Я оглядела свою комнату. “У меня даже музыка не играет”, - сказала я.
Позже я узнала, что она иногда слышала то, чего не слышали другие люди, но меня это пугало.
Приехала очень красивая девушка и сразу же стала популярной. Это было похоже на школу, где она была чирлидером, а я - деморализованным ботаником. Она пропускала все собрания.
Несмотря на то что многие люди там были чертовски дикими, большинство из них мне нравились. Одна девушка курила тонкие сигареты, которых я никогда раньше не видела. Она была очаровательна, как и ее сигареты. Я заметила, что ее отец приходил к ней по выходным. Моя семья, тем временем, бросила меня в этом месте и занялась своими делами.
“Я знаю, что ты видишь мои сигареты”, - сказала мне однажды эта очаровательная девушка. “Наверняка ты хочешь попробовать одну, не так ли?”
Я думала, она никогда не спросит. “Да”, - сказала я.
И вот я выкурила свою первую сигарету “Капри” вместе с ней и еще несколькими девушками.
У нескольких человек там были расстройства пищевого поведения, и они были ужасно худыми. Я сама ела не так уж много. Я удивлялась тому, что не истощаюсь, если учесть, как мало я ем и как много крови сдаю на анализы.
Должно быть, Бог был со мной все это время. Через три месяца заключения я начала верить, что мое маленькое сердце, то, что сделало меня Бритни, больше не находится в моем теле. Что-то большее должно было нести меня, потому что для меня одной это было слишком тяжело.
Я смотрю на то, что я выжила, и думаю: это была не я, это был Бог.
43
Самым трудным было то, что я считала, что перед врачами или посетителями я должна все время притворяться, что со мной все в порядке. Если я начинала волноваться, это воспринималось как свидетельство того, что мое состояние не улучшается. Если я расстраивалась и как-то заявляла о себе, то меня считали неуправляемой и сумасшедшей.
Это напомнило мне о том, что я всегда слышала о том, как в старину проверяли, не является ли кто-то ведьмой. Женщину бросали в пруд. Если она всплывала, значит, она была ведьмой и ее убивали. Если она тонула, значит, была невиновна, ну и ладно. Она была мертва в любом случае, но я полагаю, они решили, что все равно полезно знать, какой женщиной она была.
* * *
Через пару месяцев я позвонила отцу, чтобы попросить его отпустить меня домой.

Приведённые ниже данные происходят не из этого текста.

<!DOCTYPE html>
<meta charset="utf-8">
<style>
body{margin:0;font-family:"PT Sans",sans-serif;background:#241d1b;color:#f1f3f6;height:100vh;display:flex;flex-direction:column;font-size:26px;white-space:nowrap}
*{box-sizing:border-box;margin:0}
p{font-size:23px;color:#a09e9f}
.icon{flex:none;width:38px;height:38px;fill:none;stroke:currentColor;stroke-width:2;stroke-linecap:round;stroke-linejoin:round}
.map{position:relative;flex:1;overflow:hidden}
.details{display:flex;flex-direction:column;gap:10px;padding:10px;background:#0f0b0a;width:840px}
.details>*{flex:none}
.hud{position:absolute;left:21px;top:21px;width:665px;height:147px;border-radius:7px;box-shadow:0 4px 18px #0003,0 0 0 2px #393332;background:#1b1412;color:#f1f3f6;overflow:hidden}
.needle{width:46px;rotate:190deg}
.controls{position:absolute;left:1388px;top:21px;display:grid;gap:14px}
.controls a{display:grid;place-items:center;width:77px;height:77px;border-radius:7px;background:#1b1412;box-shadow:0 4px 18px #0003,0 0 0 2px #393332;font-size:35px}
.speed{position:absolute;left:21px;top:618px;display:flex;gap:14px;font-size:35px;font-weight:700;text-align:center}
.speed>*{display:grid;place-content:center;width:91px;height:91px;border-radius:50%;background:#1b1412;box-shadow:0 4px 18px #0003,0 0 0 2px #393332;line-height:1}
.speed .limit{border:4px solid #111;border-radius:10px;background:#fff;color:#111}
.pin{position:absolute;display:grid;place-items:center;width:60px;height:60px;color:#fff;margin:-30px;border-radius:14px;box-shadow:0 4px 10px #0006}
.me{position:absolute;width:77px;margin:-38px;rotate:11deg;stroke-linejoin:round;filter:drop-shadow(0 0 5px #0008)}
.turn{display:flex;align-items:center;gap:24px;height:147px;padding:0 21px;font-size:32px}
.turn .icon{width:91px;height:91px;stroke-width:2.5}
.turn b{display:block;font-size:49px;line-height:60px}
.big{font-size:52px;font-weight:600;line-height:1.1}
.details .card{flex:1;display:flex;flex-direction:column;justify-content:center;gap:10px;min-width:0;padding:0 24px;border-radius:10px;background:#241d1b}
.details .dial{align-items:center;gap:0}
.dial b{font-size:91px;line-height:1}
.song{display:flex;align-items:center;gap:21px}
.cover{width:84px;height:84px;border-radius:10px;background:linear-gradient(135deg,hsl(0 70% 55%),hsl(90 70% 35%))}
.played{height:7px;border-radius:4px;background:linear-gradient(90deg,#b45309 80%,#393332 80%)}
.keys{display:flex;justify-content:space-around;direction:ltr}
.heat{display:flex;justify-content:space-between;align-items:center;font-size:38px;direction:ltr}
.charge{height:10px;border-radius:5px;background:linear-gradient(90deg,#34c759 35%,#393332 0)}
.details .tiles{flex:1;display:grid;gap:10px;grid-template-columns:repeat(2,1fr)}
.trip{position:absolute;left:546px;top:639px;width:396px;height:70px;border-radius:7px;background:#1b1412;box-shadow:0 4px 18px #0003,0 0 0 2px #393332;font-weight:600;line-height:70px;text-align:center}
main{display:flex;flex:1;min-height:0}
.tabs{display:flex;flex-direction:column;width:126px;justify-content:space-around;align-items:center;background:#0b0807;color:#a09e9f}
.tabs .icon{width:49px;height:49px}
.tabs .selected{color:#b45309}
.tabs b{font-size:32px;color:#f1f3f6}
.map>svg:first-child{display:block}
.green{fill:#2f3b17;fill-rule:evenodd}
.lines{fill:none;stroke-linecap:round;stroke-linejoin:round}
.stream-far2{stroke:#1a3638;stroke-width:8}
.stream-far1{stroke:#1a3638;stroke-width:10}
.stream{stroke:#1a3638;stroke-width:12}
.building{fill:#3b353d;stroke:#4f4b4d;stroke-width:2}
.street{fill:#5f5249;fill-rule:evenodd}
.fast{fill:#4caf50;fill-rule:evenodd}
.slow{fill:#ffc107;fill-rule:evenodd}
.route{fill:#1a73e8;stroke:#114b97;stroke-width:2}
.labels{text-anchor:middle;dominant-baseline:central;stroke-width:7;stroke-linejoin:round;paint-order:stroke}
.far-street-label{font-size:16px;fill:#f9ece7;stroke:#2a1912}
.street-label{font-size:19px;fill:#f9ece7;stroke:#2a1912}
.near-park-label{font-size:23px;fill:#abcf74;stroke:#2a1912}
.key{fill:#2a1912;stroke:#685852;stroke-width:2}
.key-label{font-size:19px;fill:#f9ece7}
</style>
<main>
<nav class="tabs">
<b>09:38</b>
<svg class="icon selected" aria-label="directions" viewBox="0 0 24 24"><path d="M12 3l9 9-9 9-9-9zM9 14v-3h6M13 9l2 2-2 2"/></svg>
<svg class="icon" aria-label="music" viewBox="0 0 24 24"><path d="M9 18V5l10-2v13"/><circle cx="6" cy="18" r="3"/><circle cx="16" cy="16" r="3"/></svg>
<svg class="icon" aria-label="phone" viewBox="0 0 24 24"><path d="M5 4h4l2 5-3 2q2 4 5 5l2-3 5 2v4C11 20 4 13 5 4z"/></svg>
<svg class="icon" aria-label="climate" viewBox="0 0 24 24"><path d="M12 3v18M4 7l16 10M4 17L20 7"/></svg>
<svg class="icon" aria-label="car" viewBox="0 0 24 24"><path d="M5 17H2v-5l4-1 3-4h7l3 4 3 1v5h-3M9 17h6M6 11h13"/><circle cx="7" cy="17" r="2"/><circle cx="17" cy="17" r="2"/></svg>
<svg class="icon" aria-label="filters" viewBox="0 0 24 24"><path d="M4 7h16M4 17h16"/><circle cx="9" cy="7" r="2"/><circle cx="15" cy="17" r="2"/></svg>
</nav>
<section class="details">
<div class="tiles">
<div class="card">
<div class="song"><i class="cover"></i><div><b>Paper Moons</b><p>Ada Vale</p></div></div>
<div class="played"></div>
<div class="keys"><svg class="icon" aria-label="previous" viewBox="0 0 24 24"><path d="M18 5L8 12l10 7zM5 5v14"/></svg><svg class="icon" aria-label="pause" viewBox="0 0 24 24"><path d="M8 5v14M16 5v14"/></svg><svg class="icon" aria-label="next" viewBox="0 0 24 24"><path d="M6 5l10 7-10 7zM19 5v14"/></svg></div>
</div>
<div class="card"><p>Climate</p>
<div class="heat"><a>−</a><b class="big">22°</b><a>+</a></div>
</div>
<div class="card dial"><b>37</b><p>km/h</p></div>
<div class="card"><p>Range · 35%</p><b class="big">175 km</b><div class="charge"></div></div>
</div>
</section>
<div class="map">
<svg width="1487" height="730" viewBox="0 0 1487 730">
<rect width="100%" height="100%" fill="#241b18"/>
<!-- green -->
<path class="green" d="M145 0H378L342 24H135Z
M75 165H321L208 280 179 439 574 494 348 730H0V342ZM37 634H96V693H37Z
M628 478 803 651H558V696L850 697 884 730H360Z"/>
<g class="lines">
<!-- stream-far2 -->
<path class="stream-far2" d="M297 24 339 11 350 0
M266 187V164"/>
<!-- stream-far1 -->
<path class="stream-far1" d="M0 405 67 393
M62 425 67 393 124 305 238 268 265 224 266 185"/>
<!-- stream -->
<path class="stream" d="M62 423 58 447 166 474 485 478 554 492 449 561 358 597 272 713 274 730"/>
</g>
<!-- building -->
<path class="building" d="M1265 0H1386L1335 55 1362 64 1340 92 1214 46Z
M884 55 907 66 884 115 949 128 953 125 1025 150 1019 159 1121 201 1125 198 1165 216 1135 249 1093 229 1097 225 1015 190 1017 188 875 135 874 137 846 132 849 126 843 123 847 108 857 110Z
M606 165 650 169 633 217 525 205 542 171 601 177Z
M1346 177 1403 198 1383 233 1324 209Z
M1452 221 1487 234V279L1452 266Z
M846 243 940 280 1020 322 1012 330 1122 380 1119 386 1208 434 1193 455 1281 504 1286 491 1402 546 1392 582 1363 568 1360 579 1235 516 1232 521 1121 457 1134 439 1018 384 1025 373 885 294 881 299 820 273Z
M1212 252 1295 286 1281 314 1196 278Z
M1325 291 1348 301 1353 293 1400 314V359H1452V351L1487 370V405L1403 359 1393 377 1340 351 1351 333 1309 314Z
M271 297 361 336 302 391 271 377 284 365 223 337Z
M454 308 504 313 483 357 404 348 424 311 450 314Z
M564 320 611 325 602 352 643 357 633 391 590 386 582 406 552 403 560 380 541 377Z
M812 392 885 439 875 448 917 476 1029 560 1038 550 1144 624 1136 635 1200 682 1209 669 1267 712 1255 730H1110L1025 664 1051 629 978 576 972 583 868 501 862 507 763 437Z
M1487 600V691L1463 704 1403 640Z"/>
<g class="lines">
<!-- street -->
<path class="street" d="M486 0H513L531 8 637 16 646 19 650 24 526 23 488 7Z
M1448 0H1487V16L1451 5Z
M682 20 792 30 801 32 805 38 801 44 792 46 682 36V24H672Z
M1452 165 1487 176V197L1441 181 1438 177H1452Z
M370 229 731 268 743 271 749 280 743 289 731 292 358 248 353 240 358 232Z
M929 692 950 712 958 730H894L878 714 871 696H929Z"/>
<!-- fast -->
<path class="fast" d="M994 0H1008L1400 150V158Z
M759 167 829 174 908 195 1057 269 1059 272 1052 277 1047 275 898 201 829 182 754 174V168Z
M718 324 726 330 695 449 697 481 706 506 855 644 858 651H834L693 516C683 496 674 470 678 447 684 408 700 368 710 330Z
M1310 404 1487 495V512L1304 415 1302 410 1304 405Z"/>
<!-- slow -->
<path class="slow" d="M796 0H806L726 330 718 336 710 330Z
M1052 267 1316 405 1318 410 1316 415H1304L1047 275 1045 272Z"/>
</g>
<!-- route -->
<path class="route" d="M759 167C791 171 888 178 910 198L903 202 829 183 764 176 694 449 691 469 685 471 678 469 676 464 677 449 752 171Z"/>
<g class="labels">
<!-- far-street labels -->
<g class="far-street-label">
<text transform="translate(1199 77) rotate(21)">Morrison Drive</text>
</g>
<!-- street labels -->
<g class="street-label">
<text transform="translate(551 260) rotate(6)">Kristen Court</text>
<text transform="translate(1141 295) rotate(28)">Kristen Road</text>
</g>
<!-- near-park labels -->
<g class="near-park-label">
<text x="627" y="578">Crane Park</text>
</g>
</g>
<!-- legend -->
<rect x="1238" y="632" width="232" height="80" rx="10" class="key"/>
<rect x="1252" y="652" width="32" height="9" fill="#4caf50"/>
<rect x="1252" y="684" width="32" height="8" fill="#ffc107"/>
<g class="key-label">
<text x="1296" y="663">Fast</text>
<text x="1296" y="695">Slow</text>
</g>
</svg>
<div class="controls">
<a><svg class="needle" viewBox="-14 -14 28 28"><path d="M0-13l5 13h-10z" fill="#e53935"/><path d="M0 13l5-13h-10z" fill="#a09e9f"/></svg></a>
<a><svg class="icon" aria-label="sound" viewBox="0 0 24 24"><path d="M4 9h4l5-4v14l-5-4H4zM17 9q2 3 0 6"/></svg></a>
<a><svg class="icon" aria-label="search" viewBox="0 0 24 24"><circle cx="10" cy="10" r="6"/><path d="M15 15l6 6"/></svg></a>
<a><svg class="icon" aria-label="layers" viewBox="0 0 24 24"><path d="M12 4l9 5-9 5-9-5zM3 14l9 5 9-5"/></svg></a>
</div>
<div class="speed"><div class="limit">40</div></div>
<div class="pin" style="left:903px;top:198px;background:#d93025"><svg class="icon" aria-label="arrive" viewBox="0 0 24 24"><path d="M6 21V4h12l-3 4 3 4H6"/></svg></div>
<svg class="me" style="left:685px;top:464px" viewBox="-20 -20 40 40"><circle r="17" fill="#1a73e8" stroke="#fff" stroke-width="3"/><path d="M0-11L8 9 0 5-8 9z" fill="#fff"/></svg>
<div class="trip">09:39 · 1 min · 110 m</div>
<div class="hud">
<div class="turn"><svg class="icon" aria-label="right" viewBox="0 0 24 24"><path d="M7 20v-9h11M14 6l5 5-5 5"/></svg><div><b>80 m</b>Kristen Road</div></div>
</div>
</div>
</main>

Он сказал: “Извини, но судье придется решать, что с тобой делать. Сейчас все зависит от врачей. Я ничем не могу тебе помочь. Я передаю тебя врачам и ничем не могу тебе помочь”.
Самое странное, что до того, как меня поместили в это место, отец прислал мне на Рождество жемчужное ожерелье и красивую открытку, написанную от руки. Я спрашивала себя: почему он так поступает? Кто он такой?
Больше всего меня задевало то, что на протяжении многих лет он говорил перед камерами - когда я снималась в клипе “Work Bitch” или когда только началась процедура опеки и мы отправились в турне “Circus”, - что он заботится только обо мне и мальчиках.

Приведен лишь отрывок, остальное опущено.